これからの出版業界を変えていくのは、WEB小説家だと私は思っています。なぜなら「数」がすごいから。「数」に対して「お金」が動けばすさまじい潮流になる。もはや出版社やWEBプラットフォームが作家の上にあぐらをかいていられる時代ではないし、それを許容している場合でもない。使わせてもらってる、出版させてもらっている……その事実は事実ですが、我々は「商品を提案し作っている」。つまり「0」を「1」にしているのです。出版社やWEBプラットフォームはこの「1」を「10」とか「100万」とかにすることはできても、「0」を「1」にはできない。

現今つまり、オーソリティーというものは、もはや作家に(=「0」を「1」にできる人に)移っているのです。私は古い人間ですし「プロ」というステータスはもちろん欲しいです。が、「プロ」だからお金をもらえて、「アマチュア」だからお金をもらえない、というのは構造上ナンセンスです。そして「作家」が自分の「価値」を自分で決めて掲げられないというのも、作家の主体性のなさを強く表しています。言ってしまえば家畜、獲物……つまり底辺です。食っていけないプロもいれば、アマチュアWEB小説家で十分食っていける人もいる――それが当たり前だろうと思うわけです。実際、現在のオーソリティーに認証された(受賞など)人で10年生き残ってる人はごく僅かですよね。つまり、現在のオーソリティーは未来なんて担保してくれないわけです。

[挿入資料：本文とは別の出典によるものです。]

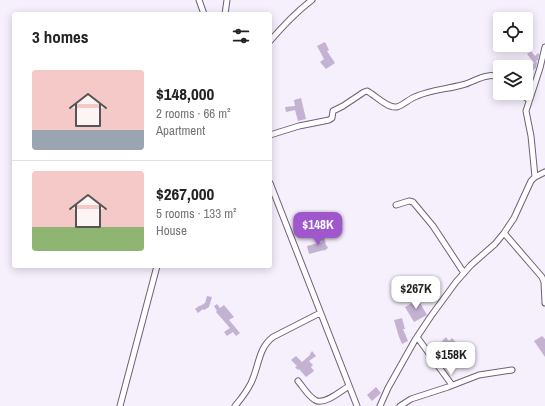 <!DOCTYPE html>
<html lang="en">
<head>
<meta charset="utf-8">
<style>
  :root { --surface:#fff; --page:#f2f2f2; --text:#222; --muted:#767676; --line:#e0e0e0; --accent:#9f57cb }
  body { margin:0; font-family:"Archivo Narrow",sans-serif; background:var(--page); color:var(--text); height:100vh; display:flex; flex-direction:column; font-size:15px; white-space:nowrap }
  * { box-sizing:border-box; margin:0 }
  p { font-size:13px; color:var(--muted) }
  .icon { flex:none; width:22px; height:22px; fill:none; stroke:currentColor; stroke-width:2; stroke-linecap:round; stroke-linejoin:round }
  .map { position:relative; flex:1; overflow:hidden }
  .panel { position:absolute; left:12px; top:12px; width:260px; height:256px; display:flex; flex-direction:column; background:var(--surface); border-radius:4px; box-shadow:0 2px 10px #0003 }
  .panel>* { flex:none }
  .buttons { position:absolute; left:493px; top:12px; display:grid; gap:8px }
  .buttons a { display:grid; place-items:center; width:40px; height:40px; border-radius:4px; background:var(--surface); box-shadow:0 2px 10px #0003; font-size:20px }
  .price { position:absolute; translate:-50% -34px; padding:0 9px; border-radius:8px; background:#fff; color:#222; font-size:13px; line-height:26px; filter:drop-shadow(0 1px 2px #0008) }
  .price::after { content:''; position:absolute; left:50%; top:24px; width:12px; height:9px; margin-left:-6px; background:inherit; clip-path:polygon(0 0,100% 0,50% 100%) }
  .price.current { background:var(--accent); color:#fff }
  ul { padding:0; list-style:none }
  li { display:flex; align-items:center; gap:12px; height:100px; padding:0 20px }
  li+li { border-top:1px solid var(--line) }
  li span { display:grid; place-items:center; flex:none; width:112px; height:80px; border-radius:4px; color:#555 }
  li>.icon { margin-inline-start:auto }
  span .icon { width:48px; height:48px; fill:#fffc; stroke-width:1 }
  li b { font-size:17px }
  h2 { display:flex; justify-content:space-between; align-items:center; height:48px; padding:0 20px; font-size:17px }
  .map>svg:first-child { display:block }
  .building { fill:#c4b2d2 }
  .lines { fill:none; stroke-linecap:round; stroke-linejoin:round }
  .street-casing { stroke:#705f7c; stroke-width:7 }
  .street { stroke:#fff; stroke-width:5 }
</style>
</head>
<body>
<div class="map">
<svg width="545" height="406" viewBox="0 0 545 406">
  <rect width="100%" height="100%" fill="#f6effc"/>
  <path class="building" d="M 325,42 L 329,50 L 327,51 L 335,63 L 326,69 L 320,62 L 324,59 L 317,46 Z
    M 531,51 L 535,56 L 538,53 L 539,54 L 538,60 L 536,61 L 537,62 L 536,68 L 528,74 L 526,72 L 526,70 L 534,63 L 527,54 Z
    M 301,98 L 306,119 L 298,121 L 295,110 L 286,112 L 285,107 L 295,106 L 294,100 Z
    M 323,234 L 326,243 L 325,243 L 328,248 L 324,251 L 324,250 L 309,254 L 307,246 L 322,242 L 319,235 Z
    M 415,294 L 427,315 L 414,322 L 405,307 L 414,302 L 411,297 Z
    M 207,296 L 212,297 L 209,307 L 204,310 L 203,309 L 198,313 L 195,309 L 199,306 L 200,306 L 205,303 Z
    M 217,304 L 220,308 L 224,305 L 234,317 L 229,320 L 240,333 L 236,336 L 233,332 L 227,336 L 224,332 L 230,328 L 216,312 L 217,311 L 214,306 Z
    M 402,318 L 405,329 L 403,329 L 408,341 L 402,344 L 399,337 L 394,320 Z
    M 542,336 L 545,339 L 545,357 L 534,341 Z
    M 446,337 L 449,341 L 452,338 L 465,352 L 463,354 L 464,356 L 459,360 L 450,350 L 447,353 L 442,348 L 445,345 L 442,341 Z
    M 312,351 L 316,356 L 309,361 L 313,365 L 311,367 L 314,371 L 306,377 L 299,369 L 298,370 L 295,367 L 297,366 L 291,360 L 296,356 L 302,362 L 310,355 L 310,354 Z
    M 376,387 L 381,393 L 372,401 L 367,395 Z"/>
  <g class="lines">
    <g class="street-casing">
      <path id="street" d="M 199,0 L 204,14
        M 225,14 L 227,0
        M 270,41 C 283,26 296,12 312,0
        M 520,93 L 529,100
        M 270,135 L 299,126 L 329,120 L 332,118 L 333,111 L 343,106 L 364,92 L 367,91 C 375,95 387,108 396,107 C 401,107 410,98 417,96 C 431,90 447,89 462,85 C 471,83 479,77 488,76 C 492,75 496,76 500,78
        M 535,177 L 531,136 L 526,111 L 540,68 L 545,47
        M 270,183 L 357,406
        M 396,205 L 409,201 L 413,202 L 433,226 L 464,273
        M 504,233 L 542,277 L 544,282 L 545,303
        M 417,337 L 452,385
        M 298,381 C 303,387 308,396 315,400 C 324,406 342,390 349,386
        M 120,406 L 157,266
        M 235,406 C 241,399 247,391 251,383 C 259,367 258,348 273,337 L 320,313
        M 380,406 L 388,388 L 415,340 L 431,316 L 456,282 L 471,265 L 495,244 L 504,233 L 514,218 L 531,181 L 535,177 L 545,172
        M 400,406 L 411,399 L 448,387 L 479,375 L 512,370"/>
    </g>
    <use href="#street" class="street"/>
  </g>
</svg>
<div class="buttons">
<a><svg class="icon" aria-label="locate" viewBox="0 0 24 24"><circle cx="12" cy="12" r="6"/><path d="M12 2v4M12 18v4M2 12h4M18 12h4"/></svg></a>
<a><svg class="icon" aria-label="layers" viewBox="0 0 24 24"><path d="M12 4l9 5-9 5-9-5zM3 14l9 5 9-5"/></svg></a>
</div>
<b class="price current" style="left:318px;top:246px">$148K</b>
<b class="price" style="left:416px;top:310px">$267K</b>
<b class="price" style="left:451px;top:376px">$158K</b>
<section class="panel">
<h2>3 homes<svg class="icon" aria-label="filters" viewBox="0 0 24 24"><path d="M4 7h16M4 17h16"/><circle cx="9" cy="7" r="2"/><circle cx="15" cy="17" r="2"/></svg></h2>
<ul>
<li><span style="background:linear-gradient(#f6c9c9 75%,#9aa5b1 0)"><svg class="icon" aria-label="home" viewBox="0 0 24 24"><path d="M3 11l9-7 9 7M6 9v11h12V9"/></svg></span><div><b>$148,000</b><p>2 rooms · 66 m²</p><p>Apartment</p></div></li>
<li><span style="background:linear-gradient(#f6c9c9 70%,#8fb573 0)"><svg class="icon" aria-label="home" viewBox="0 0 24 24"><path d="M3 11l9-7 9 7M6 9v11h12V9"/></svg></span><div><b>$267,000</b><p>5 rooms · 133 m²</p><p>House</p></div></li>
</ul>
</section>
</div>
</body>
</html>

WEB小説という文化が当たり前に認知され、スマホでオンラインにアクセスして読むのが当たり前になりつつあります。プラットフォームが広告収入なりなんなりで報酬を得るのは当然の権利です。場所を提供して、作家の価値を演出しているわけですから。出版社もまたただのプラットフォームに過ぎません。電子か物理かの違いしかない。「場」としての価値は同じなんですよ。だから「作家よりえらい」わけじゃない。彼らが「ほら、この値段」と渡してくる値札を平身低頭して受け取って、首からぶら下げてドヤ顔している場合ではないのです。

「プロ」と「アマチュア」。その線引きに何の意味がありますか。

まず当事者が、それについてよくよく考える必要があります。